» **INSTRUCTIONS FOR THE TASK**
Throughout the entries below, report every line where "border" is found.

***

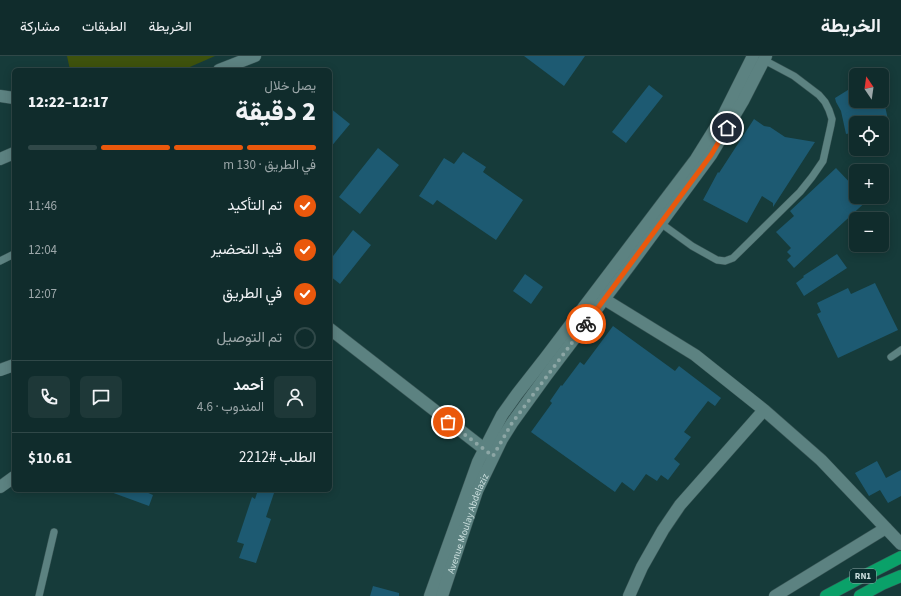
<!DOCTYPE html>
<html lang="ar">
<meta charset="utf-8">
<style>
body{margin:0;font-family:"Source Sans 3",Vazirmatn,sans-serif;background:#1e3838;color:#f1f3f6;direction:rtl;height:100vh;display:flex;flex-direction:column;font-size:15px;white-space:nowrap}
*{box-sizing:border-box;margin:0}
p{font-size:13px;color:#9ca7a9}
.icon{flex:none;width:22px;height:22px;fill:none;stroke:currentColor;stroke-width:2;stroke-linecap:round;stroke-linejoin:round}
.map{position:relative;flex:1;overflow:hidden;direction:ltr}
.drawer{position:absolute;left:12px;top:12px;width:320px;height:424px;display:flex;flex-direction:column;background:#102c2c;border-radius:6px;box-shadow:0 2px 10px #0003,0 0 0 1px #304848;direction:rtl}
.drawer>*{flex:none}
.needle{width:26px;rotate:347deg}
.fabs{position:absolute;left:849px;top:12px;display:grid;gap:8px}
.fabs a{display:grid;place-items:center;width:40px;height:40px;border-radius:6px;background:#102c2c;box-shadow:0 2px 10px #0003,0 0 0 1px #304848;font-size:20px}
.pin{position:absolute;display:grid;place-items:center;width:34px;height:34px;color:#fff;margin:-17px;border:2px solid #fff;border-radius:50%;box-shadow:0 1px 4px #0007}
.courier{position:absolute;display:grid;place-items:center;width:40px;height:40px;margin:-20px;border:3px solid #ea580c;border-radius:50%;background:#fff;color:#222;box-shadow:0 1px 5px #0007}
.headline em{font-style:normal;font-weight:800}
.headline div{display:flex;flex-direction:column-reverse}
.headline{display:flex;align-items:center;justify-content:space-between;height:68px;padding:0 16px}
h1{font-size:26px;font-weight:800;line-height:30px}
.bar{display:grid;grid-template-columns:repeat(4,1fr);gap:6px 4px;align-content:center;height:48px;padding:0 16px}
.bar i{height:5px;border-radius:3px;background:#304848}
.bar .current{background:#ea580c}
.bar p{grid-column:span 4}
.line{display:flex;align-items:center;gap:10px;padding:0 16px;border-top:1px solid #304848}
.line div{flex:1}
.round{display:grid;place-items:center;flex:none;width:42px;height:42px;border-radius:6px;background:#1e3838}
ol{padding:0 16px;list-style:none}
li{display:flex;align-items:center;gap:12px;height:44px}
li p{margin-inline-start:auto}
li .icon{padding:4px;border-radius:50%;background:#ea580c;color:#fff;stroke-width:4}
li:last-child{color:#9ca7a9}
li i{width:22px;height:22px;border:2px solid #304848;border-radius:50%}
header{display:flex;align-items:center;gap:24px;box-sizing:border-box;height:56px;padding:0 20px;background:#102c2c;border-bottom:1px solid #304848}
header strong{font-size:19px}
nav{display:flex;gap:22px;margin-inline-start:auto;font-size:14px}
.map>svg:first-child{display:block}
.green{fill:#3e520d}
.building{fill:#1d5a72}
.lines{fill:none;stroke-linecap:round;stroke-linejoin:round}
.lane-casing{stroke:#395656;stroke-width:8}
.street-casing{stroke:#395656;stroke-width:13}
.secondary-casing{stroke:#395656;stroke-width:13}
.highway-casing{stroke:#395656;stroke-width:13}
.lane{stroke:#5c8281;stroke-width:7}
.street{stroke:#5c8281;stroke-width:12}
.secondary{stroke:#5c8281;stroke-width:12}
.highway{stroke:#0aa169;stroke-width:12}
.done{stroke:#8ca6a5;stroke-width:4;stroke-dasharray:0 7.2}
.route{stroke:#ea580c;stroke-width:5}
.labels{text-anchor:middle;stroke-width:3.5;stroke-linejoin:round;paint-order:stroke}
.shield{fill:#0a3030;stroke:#91aaaa;stroke-width:1}
.shield-label{font-size:9px;font-weight:bold;fill:#cbdfde}
.street-label{font-size:10px;fill:#cbdfde;stroke:#0a3030}
</style>
<header>
<strong>الخريطة</strong>
<nav><a>الخريطة</a><a>الطبقات</a><a>مشاركة</a></nav>
</header>
<div class="map">
<svg width="901" height="540" viewBox="0 0 901 540">
<rect width="100%" height="100%" fill="#163b3a"/>
<!-- green -->
<path class="green" d="M 67,0 L 215,0 L 183,14 L 70,14 Z"/>
<!-- building -->
<path class="building" d="M 524,0 L 585,0 L 564,30 Z
M 649,29 L 663,40 L 626,87 L 612,76 Z
M 856,29 L 856,45 L 884,45 L 888,64 L 880,66 L 880,67 L 856,67 L 856,76 L 846,78 L 841,55 L 836,46 L 835,42 Z
M 330,52 L 350,68 L 330,92 Z
M 754,63 L 764,70 L 770,71 L 785,81 L 815,86 L 773,151 L 773,147 L 762,140 L 747,167 L 703,144 L 718,116 L 719,117 Z
M 378,92 L 399,109 L 360,158 L 339,141 Z
M 463,96 L 486,111 L 483,116 L 523,144 L 496,184 L 437,144 L 433,149 L 419,140 L 444,102 L 454,108 Z
M 836,112 L 856,133 L 856,141 L 871,141 L 794,212 L 787,204 L 791,200 L 787,196 L 791,192 L 776,176 L 794,160 L 790,155 Z
M 353,174 L 371,189 L 340,228 L 330,220 L 330,204 Z
M 837,198 L 847,212 L 804,240 L 796,227 L 804,221 L 803,220 Z
M 525,218 L 543,231 L 531,248 L 513,235 Z
M 875,227 L 898,274 L 838,302 L 817,258 L 821,256 L 817,247 L 848,232 L 851,238 Z
M 613,270 L 675,315 L 679,310 L 721,342 L 715,350 L 708,345 L 684,376 L 691,381 L 674,403 L 680,408 L 668,424 L 661,419 L 657,425 L 646,418 L 634,435 L 622,426 L 615,436 L 531,376 L 552,347 L 550,345 L 561,329 L 562,330 L 580,306 L 584,309 Z
M 877,405 L 886,422 L 901,414 L 901,440 L 888,447 L 880,434 L 869,440 L 855,417 Z
M 108,434 L 147,434 L 146,436 L 153,439 L 149,450 L 108,435 Z
M 258,434 L 275,434 L 266,461 L 271,463 L 256,507 L 239,502 L 244,488 L 237,486 L 252,441 L 255,443 Z
M 373,530 L 399,537 L 399,540 L 370,540 Z"/>
<g class="lines">
<!-- lane casing -->
<g class="lane-casing">
<path id="lane" d="M 659,166 L 692,190 L 717,204 L 725,205 L 733,202 L 800,136 L 812,121 L 823,105 L 831,69 L 832,63 L 829,54 L 825,46 L 819,39 L 794,20 L 764,4
M 0,205 L 14,198
M 891,301 L 901,294
M 39,540 L 54,476"/>
</g>
<!-- street casing -->
<g class="street-casing">
<path id="street" d="M 0,40 L 14,42
M 604,243 L 695,299 L 764,354 L 821,404 L 901,488
M 330,273 L 492,399
M 0,314 L 14,309
M 0,431 L 14,421
M 629,540 L 642,511 L 663,474 L 680,449 L 764,354
M 775,540 L 886,472"/>
</g>
<!-- secondary casing -->
<g class="secondary-casing">
<g id="secondary">
<path d="M 219,14 L 255,0"/>
<path d="M 0,103 L 14,97"/>
<path d="M 430,540 L 478,406 L 502,359 L 517,338 L 546,301 L 696,103 L 724,58 L 753,0"/>
<path id="s1" d="M 442,540 L 477,435 L 502,383 L 512,367 L 546,320 L 630,209 L 711,99 L 743,45 L 766,0"/>
</g>
</g>
<!-- highway casing -->
<g class="highway-casing">
<path id="highway" d="M 826,540 L 858,523 L 901,501
M 860,540 L 882,528 L 901,520"/>
</g>
<!-- lane -->
<use href="#lane" class="lane"/>
<!-- street -->
<use href="#street" class="street"/>
<!-- secondary -->
<use href="#secondary" class="secondary"/>
<!-- highway -->
<use href="#highway" class="highway"/>
</g>
<g class="lines">
<!-- done -->
<path class="done" d="M 448,366 L 493,400 L 512,367 L 586,268"/>
<!-- route -->
<path class="route" d="M 586,268 L 711,99 L 727,72"/>
</g>
<g class="labels">
<!-- shield labels -->
<rect class="shield" x="850" y="513" width="26" height="14" rx="3"/>
<g class="shield-label">
<text x="863" y="523">RN1</text>
</g>
<!-- street labels -->
<g class="street-label">
<text dy="4" stroke="none"><textPath href="#s1" startOffset="77">Avenue Moulay Abdelaziz</textPath></text>
</g>
</g>
</svg>
<div class="fabs">
<a><svg class="needle" viewBox="-14 -14 28 28"><path d="M0-13l5 13h-10z" fill="#e53935"/><path d="M0 13l5-13h-10z" fill="#9ca7a9"/></svg></a>
<a><svg class="icon" aria-label="locate" viewBox="0 0 24 24"><circle cx="12" cy="12" r="6"/><path d="M12 2v4M12 18v4M2 12h4M18 12h4"/></svg></a>
<a>+</a>
<a>−</a>
</div>
<div class="pin" style="left:448px;top:366px;background:#ea580c"><svg class="icon" aria-label="bag" viewBox="0 0 24 24"><path d="M5 8h14l-1 12H6zM9 8a3 3 0 0 1 6 0"/></svg></div>
<div class="pin" style="left:727px;top:72px;background:#1f2937"><svg class="icon" aria-label="home" viewBox="0 0 24 24"><path d="M3 11l9-7 9 7M6 9v11h12V9"/></svg></div>
<div class="courier" style="left:586px;top:268px"><svg class="icon" aria-label="bike" viewBox="0 0 24 24"><circle cx="6" cy="16" r="4"/><circle cx="18" cy="16" r="4"/><path d="M6 16l4-8h5l3 8M10 8l3 8H6M13 5h3"/></svg></div>
<section class="drawer">
<div class="headline"><div><h1>2 دقيقة</h1><p>يصل خلال</p></div><em>12:17–12:22</em></div>
<div class="bar"><i class="current"></i><i class="current"></i><i class="current"></i><i></i><p>في الطريق · 130 m</p></div>
<ol>
<li><svg class="icon" aria-label="check" viewBox="0 0 24 24"><path d="M5 12l5 5 9-10"/></svg>تم التأكيد<p>11:46</p></li>
<li><svg class="icon" aria-label="check" viewBox="0 0 24 24"><path d="M5 12l5 5 9-10"/></svg>قيد التحضير<p>12:04</p></li>
<li><svg class="icon" aria-label="check" viewBox="0 0 24 24"><path d="M5 12l5 5 9-10"/></svg>في الطريق<p>12:07</p></li>
<li><i></i>تم التوصيل</li>
</ol>
<div class="line" style="height:72px"><a class="round"><svg class="icon" aria-label="person" viewBox="0 0 24 24"><circle cx="12" cy="8" r="4"/><path d="M4 21q1-7 8-7t8 7"/></svg></a><div><b>أحمد</b><p>المندوب · 4.6</p></div><a class="round"><svg class="icon" aria-label="chat" viewBox="0 0 24 24"><path d="M4 5h16v11H9l-5 4z"/></svg></a><a class="round"><svg class="icon" aria-label="phone" viewBox="0 0 24 24"><path d="M5 4h4l2 5-3 2q2 4 5 5l2-3 5 2v4C11 20 4 13 5 4z"/></svg></a></div>
<div class="line" style="height:52px"><div>الطلب #2212</div><b>$10.61</b></div>
</section>
</div>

***

» **ANSWER TO THIS PROBLEM**
*{box-sizing:border-box;margin:0}
.drawer{position:absolute;left:12px;top:12px;width:320px;height:424px;display:flex;flex-direction:column;background:#102c2c;border-radius:6px;box-shadow:0 2px 10px #0003,0 0 0 1px #304848;direction:rtl}
.fabs a{display:grid;place-items:center;width:40px;height:40px;border-radius:6px;background:#102c2c;box-shadow:0 2px 10px #0003,0 0 0 1px #304848;font-size:20px}
.pin{position:absolute;display:grid;place-items:center;width:34px;height:34px;color:#fff;margin:-17px;border:2px solid #fff;border-radius:50%;box-shadow:0 1px 4px #0007}
.courier{position:absolute;display:grid;place-items:center;width:40px;height:40px;margin:-20px;border:3px solid #ea580c;border-radius:50%;background:#fff;color:#222;box-shadow:0 1px 5px #0007}
.bar i{height:5px;border-radius:3px;background:#304848}
.line{display:flex;align-items:center;gap:10px;padding:0 16px;border-top:1px solid #304848}
.round{display:grid;place-items:center;flex:none;width:42px;height:42px;border-radius:6px;background:#1e3838}
li .icon{padding:4px;border-radius:50%;background:#ea580c;color:#fff;stroke-width:4}
li i{width:22px;height:22px;border:2px solid #304848;border-radius:50%}
header{display:flex;align-items:center;gap:24px;box-sizing:border-box;height:56px;padding:0 20px;background:#102c2c;border-bottom:1px solid #304848}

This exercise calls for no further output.